M. Rodriguez a également été questionné pour avoir utilisé le surplus de 14 000 $ de sa campagne à la direction pour verser 1000 $ à 14 de ses bénévoles les plus actifs. La démarche n’est toutefois pas interdite et il affirme avoir consulté le DGEQ avant de le faire. Il n’y a pas eu d’infraction non plus dans sa décision de louer un local dans un bureau appartenant à sa femme, au coût de 20 000 $.
« Maintenant, est-ce que je le referais ? Non. Je pense qu’avec le recul, je ne le ferais certainement pas. Je comprends la perception qui émane de ça. Et même si ça ne viole aucune loi ou aucun règlement, je comprends cette perception-là », dit-il.
Au sujet de son ancienne collègue Marwah Rizqy, qu’il avait nommée cheffe parlementaire avant de l’exclure du caucus libéral, après que celle-ci eut congédié la cheffe de cabinet qu’il avait choisie, Geneviève Hinse, Pablo Rodriguez limite ses commentaires.
« La seule chose que je dirais sur Madame Rizqy, c’est que je me suis senti profondément trahi.
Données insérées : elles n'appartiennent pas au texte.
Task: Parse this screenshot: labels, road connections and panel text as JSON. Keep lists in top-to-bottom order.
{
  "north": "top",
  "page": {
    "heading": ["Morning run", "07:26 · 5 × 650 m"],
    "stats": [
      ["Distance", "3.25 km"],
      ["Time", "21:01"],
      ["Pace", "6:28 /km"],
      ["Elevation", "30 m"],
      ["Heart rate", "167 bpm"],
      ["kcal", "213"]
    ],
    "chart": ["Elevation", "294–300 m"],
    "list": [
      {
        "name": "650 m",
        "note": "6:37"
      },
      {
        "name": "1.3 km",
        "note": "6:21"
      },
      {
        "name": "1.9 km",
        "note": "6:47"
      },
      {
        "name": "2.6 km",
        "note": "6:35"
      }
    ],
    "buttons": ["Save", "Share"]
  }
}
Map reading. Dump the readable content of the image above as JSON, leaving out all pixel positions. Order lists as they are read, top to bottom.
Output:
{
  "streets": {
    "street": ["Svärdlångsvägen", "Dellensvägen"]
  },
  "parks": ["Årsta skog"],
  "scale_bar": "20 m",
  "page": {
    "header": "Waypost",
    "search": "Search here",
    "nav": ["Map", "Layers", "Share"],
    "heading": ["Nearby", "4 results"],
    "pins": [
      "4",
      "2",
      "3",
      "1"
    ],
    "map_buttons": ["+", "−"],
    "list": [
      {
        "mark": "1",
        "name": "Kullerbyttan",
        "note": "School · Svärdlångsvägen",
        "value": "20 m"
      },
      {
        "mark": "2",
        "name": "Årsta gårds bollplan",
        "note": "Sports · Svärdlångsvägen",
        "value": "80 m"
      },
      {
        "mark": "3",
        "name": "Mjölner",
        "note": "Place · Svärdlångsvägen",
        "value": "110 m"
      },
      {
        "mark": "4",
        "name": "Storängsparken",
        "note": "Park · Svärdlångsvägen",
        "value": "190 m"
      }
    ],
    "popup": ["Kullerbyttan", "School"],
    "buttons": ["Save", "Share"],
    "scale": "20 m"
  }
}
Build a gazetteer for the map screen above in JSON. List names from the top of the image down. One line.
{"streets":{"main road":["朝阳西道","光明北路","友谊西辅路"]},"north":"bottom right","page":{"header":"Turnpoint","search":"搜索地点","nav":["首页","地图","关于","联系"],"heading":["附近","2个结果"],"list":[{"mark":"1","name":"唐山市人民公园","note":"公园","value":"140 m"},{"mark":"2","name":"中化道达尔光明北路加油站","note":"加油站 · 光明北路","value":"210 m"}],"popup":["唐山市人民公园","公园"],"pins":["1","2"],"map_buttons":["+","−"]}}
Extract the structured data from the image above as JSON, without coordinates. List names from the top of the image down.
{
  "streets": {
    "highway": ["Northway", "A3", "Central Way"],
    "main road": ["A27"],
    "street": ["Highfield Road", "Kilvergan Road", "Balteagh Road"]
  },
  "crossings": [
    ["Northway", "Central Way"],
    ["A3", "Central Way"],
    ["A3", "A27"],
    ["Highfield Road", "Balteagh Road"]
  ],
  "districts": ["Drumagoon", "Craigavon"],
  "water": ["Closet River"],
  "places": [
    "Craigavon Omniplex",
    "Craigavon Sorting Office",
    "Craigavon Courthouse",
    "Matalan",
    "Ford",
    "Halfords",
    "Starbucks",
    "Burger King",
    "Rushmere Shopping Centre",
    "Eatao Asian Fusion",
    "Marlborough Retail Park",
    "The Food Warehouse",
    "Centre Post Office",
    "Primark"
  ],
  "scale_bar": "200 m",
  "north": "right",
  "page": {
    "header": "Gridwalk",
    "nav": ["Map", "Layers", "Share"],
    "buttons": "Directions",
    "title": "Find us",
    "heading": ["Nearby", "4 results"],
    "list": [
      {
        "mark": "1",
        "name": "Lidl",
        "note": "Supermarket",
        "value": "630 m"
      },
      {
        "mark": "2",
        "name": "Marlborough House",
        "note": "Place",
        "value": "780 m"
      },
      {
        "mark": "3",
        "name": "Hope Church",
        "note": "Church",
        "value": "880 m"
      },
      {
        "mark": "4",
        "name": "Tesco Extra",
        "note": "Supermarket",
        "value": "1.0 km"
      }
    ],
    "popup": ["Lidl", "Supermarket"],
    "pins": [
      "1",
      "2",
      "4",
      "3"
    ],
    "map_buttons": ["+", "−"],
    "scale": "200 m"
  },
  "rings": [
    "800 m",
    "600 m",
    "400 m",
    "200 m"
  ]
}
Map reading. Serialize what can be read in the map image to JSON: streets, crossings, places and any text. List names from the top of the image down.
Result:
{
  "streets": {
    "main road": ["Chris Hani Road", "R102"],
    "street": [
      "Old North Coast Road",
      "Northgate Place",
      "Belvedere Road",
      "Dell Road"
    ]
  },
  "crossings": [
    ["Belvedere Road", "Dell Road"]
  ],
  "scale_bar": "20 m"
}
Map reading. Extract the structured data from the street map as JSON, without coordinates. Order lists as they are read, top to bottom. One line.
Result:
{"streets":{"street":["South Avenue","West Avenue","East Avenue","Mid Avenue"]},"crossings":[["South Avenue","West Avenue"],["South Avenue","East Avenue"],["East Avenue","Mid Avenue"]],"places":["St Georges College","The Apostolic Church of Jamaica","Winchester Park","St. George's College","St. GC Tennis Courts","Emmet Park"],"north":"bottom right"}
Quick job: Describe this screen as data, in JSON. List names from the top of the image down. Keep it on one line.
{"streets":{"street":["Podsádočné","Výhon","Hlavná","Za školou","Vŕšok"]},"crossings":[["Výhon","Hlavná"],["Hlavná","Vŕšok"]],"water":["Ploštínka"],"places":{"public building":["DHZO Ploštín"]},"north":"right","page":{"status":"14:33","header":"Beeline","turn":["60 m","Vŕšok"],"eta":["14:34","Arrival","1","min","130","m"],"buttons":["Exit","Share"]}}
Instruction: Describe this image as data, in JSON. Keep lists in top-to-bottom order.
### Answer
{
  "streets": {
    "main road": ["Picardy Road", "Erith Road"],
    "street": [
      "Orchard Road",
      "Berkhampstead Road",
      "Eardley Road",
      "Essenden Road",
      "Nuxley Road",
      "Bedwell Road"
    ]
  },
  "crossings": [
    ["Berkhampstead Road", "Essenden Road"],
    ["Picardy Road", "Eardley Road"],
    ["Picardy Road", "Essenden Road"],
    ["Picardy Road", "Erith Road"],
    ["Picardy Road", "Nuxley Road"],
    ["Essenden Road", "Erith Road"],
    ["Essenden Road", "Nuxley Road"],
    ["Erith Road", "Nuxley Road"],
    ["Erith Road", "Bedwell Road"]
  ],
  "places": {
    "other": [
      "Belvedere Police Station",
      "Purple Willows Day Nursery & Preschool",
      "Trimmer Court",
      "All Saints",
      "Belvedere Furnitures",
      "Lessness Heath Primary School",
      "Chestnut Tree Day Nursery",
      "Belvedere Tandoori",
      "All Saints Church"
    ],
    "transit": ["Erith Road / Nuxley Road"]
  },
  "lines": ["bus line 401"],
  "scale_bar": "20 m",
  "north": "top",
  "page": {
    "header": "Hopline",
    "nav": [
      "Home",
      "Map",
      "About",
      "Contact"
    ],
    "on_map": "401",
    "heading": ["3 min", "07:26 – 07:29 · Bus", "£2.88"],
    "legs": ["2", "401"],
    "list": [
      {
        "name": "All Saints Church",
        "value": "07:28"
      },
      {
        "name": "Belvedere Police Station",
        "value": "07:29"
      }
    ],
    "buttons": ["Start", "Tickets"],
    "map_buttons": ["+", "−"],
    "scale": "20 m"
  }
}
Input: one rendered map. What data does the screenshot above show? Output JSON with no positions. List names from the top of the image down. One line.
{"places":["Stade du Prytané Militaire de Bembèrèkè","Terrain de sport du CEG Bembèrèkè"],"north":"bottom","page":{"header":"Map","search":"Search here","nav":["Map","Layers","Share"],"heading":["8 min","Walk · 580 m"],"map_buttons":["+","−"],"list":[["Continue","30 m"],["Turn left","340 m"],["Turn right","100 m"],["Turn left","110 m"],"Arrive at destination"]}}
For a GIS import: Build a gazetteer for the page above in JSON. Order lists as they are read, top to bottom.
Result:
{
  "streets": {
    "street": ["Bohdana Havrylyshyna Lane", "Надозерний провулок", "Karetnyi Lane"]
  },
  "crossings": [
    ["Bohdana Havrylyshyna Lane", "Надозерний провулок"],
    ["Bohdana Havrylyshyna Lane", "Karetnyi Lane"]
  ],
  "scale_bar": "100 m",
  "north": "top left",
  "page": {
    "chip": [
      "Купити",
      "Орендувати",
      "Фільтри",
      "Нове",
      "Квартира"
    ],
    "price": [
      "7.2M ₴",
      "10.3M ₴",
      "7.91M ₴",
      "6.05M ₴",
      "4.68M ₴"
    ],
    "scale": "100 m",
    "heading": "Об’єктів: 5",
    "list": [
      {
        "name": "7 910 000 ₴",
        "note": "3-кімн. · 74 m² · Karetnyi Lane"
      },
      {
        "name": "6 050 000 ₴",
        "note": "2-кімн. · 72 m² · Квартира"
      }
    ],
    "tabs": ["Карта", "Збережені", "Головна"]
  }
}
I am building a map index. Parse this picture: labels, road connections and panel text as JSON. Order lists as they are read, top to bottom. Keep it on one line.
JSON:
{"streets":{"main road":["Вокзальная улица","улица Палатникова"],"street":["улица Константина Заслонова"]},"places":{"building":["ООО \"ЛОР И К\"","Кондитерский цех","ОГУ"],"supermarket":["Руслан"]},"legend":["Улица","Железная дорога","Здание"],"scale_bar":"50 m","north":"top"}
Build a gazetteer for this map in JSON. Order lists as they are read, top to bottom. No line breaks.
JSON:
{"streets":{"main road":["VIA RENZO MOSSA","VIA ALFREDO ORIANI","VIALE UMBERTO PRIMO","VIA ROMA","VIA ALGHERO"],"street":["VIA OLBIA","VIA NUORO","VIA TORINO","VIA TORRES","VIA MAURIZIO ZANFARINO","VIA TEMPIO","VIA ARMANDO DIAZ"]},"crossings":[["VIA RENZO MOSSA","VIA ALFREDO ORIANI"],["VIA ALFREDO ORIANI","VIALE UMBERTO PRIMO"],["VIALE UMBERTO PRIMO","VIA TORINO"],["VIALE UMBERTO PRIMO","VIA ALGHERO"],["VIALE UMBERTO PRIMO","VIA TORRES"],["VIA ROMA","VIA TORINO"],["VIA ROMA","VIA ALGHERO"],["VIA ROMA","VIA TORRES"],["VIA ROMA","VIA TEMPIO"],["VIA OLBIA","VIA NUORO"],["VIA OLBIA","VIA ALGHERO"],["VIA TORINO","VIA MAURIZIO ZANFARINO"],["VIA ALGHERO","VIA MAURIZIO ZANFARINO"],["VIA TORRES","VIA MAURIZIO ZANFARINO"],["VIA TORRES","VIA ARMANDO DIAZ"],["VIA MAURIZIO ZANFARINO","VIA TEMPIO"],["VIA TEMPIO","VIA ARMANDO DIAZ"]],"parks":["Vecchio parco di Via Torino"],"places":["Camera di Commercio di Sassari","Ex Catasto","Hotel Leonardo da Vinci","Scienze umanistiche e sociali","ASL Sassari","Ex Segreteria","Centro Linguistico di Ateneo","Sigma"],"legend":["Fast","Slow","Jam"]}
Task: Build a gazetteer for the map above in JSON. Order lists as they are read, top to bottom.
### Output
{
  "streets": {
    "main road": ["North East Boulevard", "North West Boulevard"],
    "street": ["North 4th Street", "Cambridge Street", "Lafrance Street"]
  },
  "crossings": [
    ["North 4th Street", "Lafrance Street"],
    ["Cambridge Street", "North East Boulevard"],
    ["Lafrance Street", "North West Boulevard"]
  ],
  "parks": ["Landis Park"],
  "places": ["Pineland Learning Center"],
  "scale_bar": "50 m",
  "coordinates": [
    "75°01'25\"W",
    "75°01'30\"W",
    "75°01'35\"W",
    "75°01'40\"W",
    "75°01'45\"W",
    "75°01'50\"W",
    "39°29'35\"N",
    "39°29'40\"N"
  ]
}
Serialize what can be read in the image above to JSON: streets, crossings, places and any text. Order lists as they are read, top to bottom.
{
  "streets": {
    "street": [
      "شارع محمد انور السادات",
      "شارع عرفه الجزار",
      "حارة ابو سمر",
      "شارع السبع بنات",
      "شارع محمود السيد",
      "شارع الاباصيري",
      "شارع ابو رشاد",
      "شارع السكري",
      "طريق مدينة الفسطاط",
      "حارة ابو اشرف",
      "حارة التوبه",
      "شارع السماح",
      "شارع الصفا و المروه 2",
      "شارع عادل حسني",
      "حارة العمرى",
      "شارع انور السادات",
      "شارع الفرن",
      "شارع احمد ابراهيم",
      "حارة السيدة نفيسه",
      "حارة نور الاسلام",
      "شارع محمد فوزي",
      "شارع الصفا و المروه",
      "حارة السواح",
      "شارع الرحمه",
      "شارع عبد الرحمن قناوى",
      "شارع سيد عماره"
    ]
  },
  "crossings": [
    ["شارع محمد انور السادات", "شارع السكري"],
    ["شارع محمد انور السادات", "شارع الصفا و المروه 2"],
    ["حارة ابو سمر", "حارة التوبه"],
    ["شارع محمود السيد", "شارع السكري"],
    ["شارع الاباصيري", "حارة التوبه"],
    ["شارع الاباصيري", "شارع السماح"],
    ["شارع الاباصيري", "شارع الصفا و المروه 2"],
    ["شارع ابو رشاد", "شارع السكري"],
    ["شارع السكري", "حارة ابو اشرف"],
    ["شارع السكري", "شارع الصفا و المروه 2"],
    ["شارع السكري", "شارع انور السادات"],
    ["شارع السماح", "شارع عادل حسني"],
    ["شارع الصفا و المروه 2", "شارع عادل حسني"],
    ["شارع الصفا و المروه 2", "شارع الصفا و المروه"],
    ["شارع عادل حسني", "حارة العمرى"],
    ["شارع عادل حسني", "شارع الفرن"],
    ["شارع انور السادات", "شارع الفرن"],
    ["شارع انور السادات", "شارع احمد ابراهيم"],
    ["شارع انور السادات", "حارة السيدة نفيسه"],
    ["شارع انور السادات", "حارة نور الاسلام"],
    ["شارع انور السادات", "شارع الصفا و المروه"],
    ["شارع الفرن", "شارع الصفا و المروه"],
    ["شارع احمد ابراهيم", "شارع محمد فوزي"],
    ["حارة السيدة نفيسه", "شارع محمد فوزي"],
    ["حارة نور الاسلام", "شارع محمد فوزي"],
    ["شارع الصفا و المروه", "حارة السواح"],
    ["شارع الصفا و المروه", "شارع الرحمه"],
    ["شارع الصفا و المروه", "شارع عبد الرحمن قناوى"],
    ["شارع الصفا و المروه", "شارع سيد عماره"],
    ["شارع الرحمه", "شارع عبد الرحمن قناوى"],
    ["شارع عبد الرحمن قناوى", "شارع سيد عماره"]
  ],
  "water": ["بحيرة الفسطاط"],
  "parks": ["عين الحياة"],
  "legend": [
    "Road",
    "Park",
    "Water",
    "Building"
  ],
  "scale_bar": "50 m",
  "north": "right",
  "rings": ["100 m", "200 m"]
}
C’est quelqu’un que je connaissais. Je l’ai nommé au poste de cheffe parlementaire, les plus hautes fonctions avec tous les pouvoirs. Et la façon dont elle a agi, je me suis senti trahi. Je me suis senti profondément trahi. À ce jour, c’est le sentiment qui m’habite », dit-il. Geneviève Hinse a intenté depuis une poursuite en diffamation contre Marwah Rizqy.